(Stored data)
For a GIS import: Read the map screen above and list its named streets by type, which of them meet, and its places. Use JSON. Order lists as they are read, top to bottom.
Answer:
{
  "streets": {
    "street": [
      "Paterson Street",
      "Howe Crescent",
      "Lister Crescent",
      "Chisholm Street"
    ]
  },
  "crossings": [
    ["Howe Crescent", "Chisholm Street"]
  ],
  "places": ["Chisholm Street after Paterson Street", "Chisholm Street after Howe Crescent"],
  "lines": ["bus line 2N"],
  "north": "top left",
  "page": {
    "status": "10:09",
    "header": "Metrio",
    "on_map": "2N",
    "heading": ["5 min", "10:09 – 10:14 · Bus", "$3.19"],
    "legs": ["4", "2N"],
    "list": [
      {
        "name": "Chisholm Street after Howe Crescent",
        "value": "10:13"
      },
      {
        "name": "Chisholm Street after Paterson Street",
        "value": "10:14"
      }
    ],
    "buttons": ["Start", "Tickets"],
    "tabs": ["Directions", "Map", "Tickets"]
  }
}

▶ **Exercise requirements**: Return the data above in full, keeping each line exactly as it stands.

▶ **Solution to this task**:
For a GIS import: Read the map screen above and list its named streets by type, which of them meet, and its places. Use JSON. Order lists as they are read, top to bottom.
Answer:
{
  "streets": {
    "street": [
      "Paterson Street",
      "Howe Crescent",
      "Lister Crescent",
      "Chisholm Street"
    ]
  },
  "crossings": [
    ["Howe Crescent", "Chisholm Street"]
  ],
  "places": ["Chisholm Street after Paterson Street", "Chisholm Street after Howe Crescent"],
  "lines": ["bus line 2N"],
  "north": "top left",
  "page": {
    "status": "10:09",
    "header": "Metrio",
    "on_map": "2N",
    "heading": ["5 min", "10:09 – 10:14 · Bus", "$3.19"],
    "legs": ["4", "2N"],
    "list": [
      {
        "name": "Chisholm Street after Howe Crescent",
        "value": "10:13"
      },
      {
        "name": "Chisholm Street after Paterson Street",
        "value": "10:14"
      }
    ],
    "buttons": ["Start", "Tickets"],
    "tabs": ["Directions", "Map", "Tickets"]
  }
}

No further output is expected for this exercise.